For lunch, we return to town, where the chicken wings at Carver Brewing Co. are messy and scrumptious. Then we stop at Honeyville, specializing in all things to do with bees; there's even a see-through hive stocked with live bees in the middle of the store. Lisa, who loves whipped honey, is delighted that the store sells it in flavors such as cinnamon and peach.

We drive into the mountains on Route 550, a.k.a. the Million Dollar Highway. Just before Coal Bank Pass at 10,640 feet, we see the impressive Pigeon and Turret peaks, both well over 13,000 feet high. Soon after, we look down at the old mining town of Silverton, which is 9,318 feet above sea level.
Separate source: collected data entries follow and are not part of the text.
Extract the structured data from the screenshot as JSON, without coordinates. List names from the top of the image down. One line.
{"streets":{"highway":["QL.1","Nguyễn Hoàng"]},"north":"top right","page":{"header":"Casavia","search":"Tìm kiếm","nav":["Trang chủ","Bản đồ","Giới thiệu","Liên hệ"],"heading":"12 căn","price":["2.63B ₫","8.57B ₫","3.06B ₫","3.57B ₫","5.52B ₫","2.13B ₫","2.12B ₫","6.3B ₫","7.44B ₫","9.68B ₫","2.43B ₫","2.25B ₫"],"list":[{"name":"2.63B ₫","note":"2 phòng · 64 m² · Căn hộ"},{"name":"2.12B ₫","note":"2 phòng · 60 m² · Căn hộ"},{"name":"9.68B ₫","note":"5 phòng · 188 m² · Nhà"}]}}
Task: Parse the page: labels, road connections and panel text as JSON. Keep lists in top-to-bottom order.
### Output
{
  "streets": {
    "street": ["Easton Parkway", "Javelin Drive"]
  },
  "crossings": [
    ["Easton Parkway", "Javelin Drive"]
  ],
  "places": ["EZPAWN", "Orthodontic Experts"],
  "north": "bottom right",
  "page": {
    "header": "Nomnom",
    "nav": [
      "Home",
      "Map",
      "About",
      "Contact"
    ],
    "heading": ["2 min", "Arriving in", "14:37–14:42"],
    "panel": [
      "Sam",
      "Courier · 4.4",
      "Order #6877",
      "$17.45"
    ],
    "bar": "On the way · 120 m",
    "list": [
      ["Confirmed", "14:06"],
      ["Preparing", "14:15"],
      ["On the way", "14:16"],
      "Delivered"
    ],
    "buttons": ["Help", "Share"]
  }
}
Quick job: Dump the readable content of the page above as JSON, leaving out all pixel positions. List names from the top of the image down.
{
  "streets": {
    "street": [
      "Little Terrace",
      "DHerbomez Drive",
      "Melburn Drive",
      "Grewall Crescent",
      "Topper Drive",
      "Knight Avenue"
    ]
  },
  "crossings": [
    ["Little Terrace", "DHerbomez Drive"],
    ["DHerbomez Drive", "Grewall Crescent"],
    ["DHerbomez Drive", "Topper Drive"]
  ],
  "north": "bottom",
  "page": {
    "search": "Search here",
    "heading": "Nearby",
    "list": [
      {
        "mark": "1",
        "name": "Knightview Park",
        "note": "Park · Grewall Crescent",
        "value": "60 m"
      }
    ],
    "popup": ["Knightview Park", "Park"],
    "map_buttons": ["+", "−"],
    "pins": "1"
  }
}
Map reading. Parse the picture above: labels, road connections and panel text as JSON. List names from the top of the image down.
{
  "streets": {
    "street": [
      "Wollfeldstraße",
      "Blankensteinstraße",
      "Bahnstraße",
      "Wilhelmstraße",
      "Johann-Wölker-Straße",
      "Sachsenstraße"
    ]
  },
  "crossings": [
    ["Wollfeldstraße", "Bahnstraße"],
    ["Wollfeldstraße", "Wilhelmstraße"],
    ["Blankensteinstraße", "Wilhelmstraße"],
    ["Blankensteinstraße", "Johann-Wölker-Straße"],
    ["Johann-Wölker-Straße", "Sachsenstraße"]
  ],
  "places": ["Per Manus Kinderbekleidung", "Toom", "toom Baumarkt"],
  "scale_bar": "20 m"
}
A man at Silverton's visitors center gives us a map to a nearby ghost town, Animas Forks, and assures us that our rental--a white PT Cruiser we've nicknamed Stay Puft--will do just fine. Half an hour later, as we bounce along a rocky dirt road with a sheer drop-off, we're not so sure. Still, we arrive unscathed to see rickety buildings and crumbling foundations in what 120 years ago was a town of 450 people.

Silverton itself looks like a ghost town, as it's low season--in between the summer tourists and the winter skiers. We struggle to find a single store open. One window sign reads: we are not open, never, never, never. There could not be a more appropriate moment for a tumbleweed to roll by.

Continuing on Route 550, we fight the urge to pull over every few minutes to take photos. One stop we can't resist is Red Mountain, a collapsed volcano with sides that are burnt orange and red, thanks to the rich iron deposits. Eventually we arrive in Ouray, dubbed the Switzerland of America for its position beneath snowcapped peaks.